Fusilado: Fernando Ortiz



Lo sabemos de sobra y creo que estamos de acuerdo: la poesía no está exclusivamente en los poemas. De hecho, merodea por ahí mucho poema –sobre todo mucho poeta– pero hay poca poesía. Recordemos aquí otra vez –sí, otra vez–, a Darío Jaramillo Agudelo, para quien la poesía está en “el aroma de un eucaliptus, el laberinto interno de tu reloj de cuarzo, de tu procesador de datos, un atardecer, un gol, un sorbete de curuba, una voz familiar, Mozart, entender una cosa nueva, una crema de ostras, el galope de un caballo...”. En el Contrapunteo cubano del tabaco y el azúcar, de Fernando Ortiz, siempre he encontrado poesía. Por eso lo he leído y releído. No estoy de acuerdo con mucho de lo que dice, para las ciencias sociales que toca quizá esté un poco desactualizado y sea hasta arcaico, sí. Yo aprecio este libro porque simplemente me gusta como suena. Advierto en su prosa poesía.

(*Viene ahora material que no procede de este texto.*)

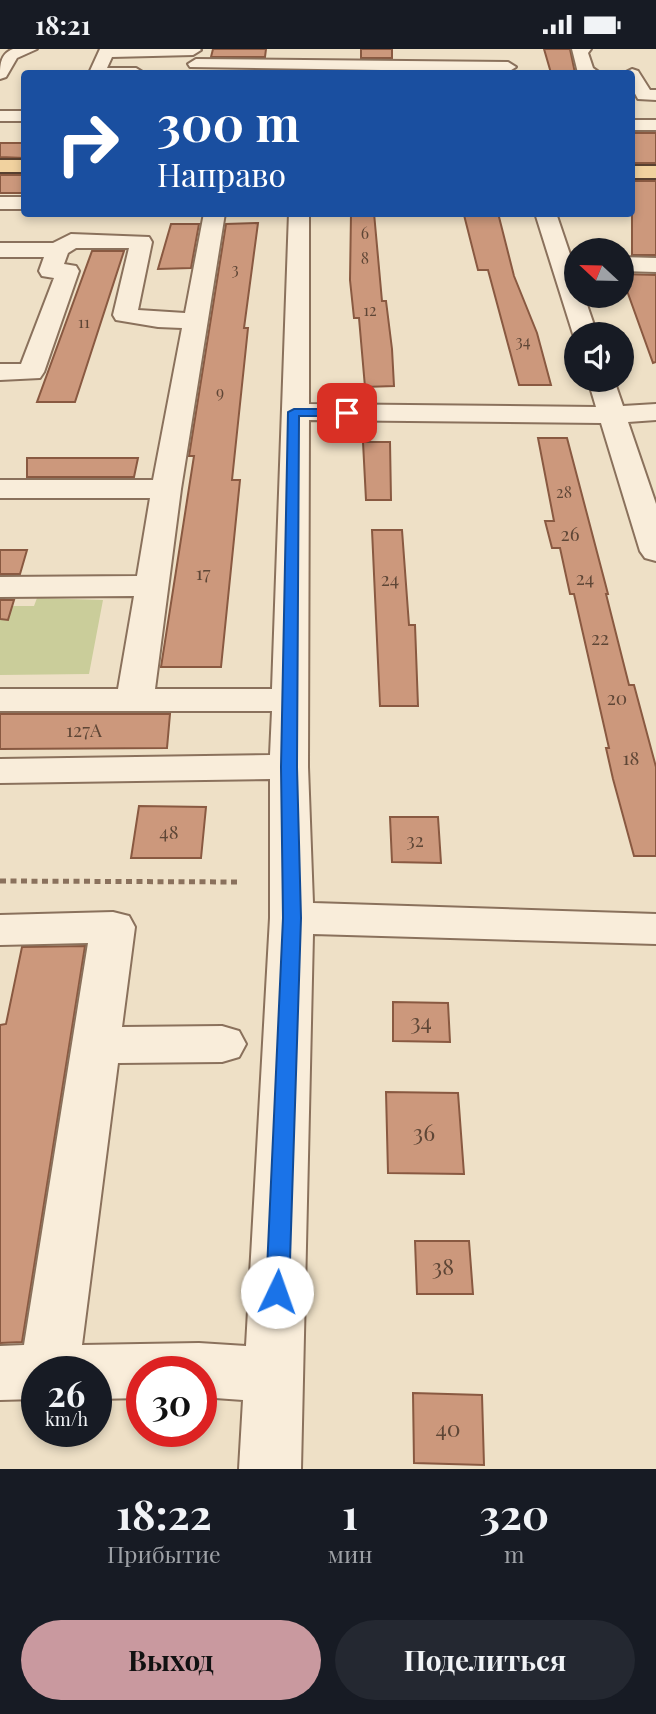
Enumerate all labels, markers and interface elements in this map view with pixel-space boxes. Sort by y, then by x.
text: 18:21 [35,7,91,42]
text: 300 m [157,89,300,154]
icon: right [42,98,133,189]
text: Направо [157,152,286,195]
house number: 6 [361,222,369,243]
north arrow [564,238,634,308]
map controls [564,238,634,392]
house number: 8 [361,247,369,268]
house number: 3 [231,258,239,279]
house number: 12 [363,299,377,320]
house number: 11 [78,311,90,332]
button: sound [564,322,634,392]
house number: 34 [515,330,531,351]
house number: 9 [216,381,224,402]
pin [317,383,377,443]
icon: arrive [328,394,366,432]
house number: 28 [556,481,572,502]
house number: 26 [561,520,580,546]
house number: 17 [196,559,211,585]
house number: 24 [576,564,594,590]
house number: 24 [381,565,399,591]
house number: 22 [591,624,609,650]
house number: 20 [607,684,627,710]
house number: 127А [66,716,103,742]
house number: 18 [623,744,639,770]
house number: 48 [159,818,179,844]
house number: 32 [406,826,424,852]
house number: 34 [410,1005,432,1036]
house number: 36 [413,1116,435,1147]
house number: 38 [432,1250,454,1281]
position arrow [240,1255,314,1329]
speed limit sign: 30 [126,1356,217,1447]
text: 26 [48,1369,85,1416]
text: km/h [45,1407,88,1431]
house number: 40 [435,1412,461,1443]
text: 18:22 [116,1485,212,1541]
text: 1 [342,1485,358,1541]
text: 320 [479,1485,549,1541]
text: Прибытие [107,1538,221,1569]
text: мин [328,1538,373,1569]
text: m [504,1538,524,1569]
button: Выход [21,1620,321,1700]
button: Поделиться [335,1620,635,1700]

A su autor se le conoce como el “tercer descubridor de Cuba”, después de Colón y Humboldt. Aunque formado en leyes y profesor del área durante largos años en universidades cubanas, fue un acucioso investigador del carácter de la nación cubana. Su Contrapunteo camina por la línea, a veces delgada a veces gorda, que separa la antropología de la sociología. Pero también toca con propiedad la etnografía, la historia, la agricultura, el comercio interior e internacional, la política, la geopolítica, la literatura, la lingüística, la mitología y las artes plásticas. Pero lo mejor está en su estilo, en su tono, en su prosa. Por eso me decidí a compartir acá algunos fragmentos.

Ortiz publicó más de cien títulos, entre los que cabe destacar Apuntes para un estudio criminal: los negros brujos (1906), Los mambises italianos (1909), Entre cubanos (1914), Los negros esclavos (1916), Los cabildos afrocubanos (1921), Historia de la arqueología indocubana (1922), Glosario de afronegrismos (1924) y Alejandro de Humboldt y Cuba (1930). Se le recuerda también por haber acuñado y explicado largamente el término transculturación. Nació en La Habana en 1881 y murió allí mismo en 1969.


Contrapunteo cubano del tabaco y el azúcar

La caña de azúcar y el tabaco son todo contraste. Diríase que una rivalidad los anima y separa desde sus cunas. Una es planta gramínea y otro es planta solanácea. La una brota de retoño, el otro de simiente; aquella de grandes trozos de tallo con nudos que se enraízan y éste de minúsculas semillas que germinan. La una tiene su riqueza en el tallo y no en sus hojas, las cuales se arrojan; el otro vale por su follaje, no por su tallo, que se desprecia. La caña de azúcar vive en el campo largos años, la mata de tabaco sólo breves meses. Aquella busca la luz, éste la sombra; día y noche, sol y luna. Aquélla ama la lluvia caída del cielo; éste el ardor nacido de la tierra. A los canutos de la caña se les saca el zumo para el provecho; a las hojas del tabaco se les seca el jugo porque estorba. El azúcar llega a su destino humano por el agua que lo derrite, hecho un jarabe; el tabaco llega a él por el fuego que lo volatiliza, convertido en humo. Blanca es la una, moreno es el otro. Dulce y sin olor es el azúcar; amargo y con aroma es el tabaco. ¡Contraste siempre! Alimento y veneno, despertar y adormecer, energía y ensueño, placer de la carne y deleite del espíritu, sensualidad e ideación, apetito que se satisface e ilusión que se esfuma, calorías de vida y humaredas de fantasía, indistinción vulgarota y anónima desde la cuna e individualidad aristocrática y de marca en todo el mundo, medicina y magia, realidad y engaño, virtud y vicio. El azúcar es ella; el tabaco es él... La caña fue obra de los dioses, el tabaco lo fue de los demonios; ella es hija de Apolo, él es engendro de Proserpina.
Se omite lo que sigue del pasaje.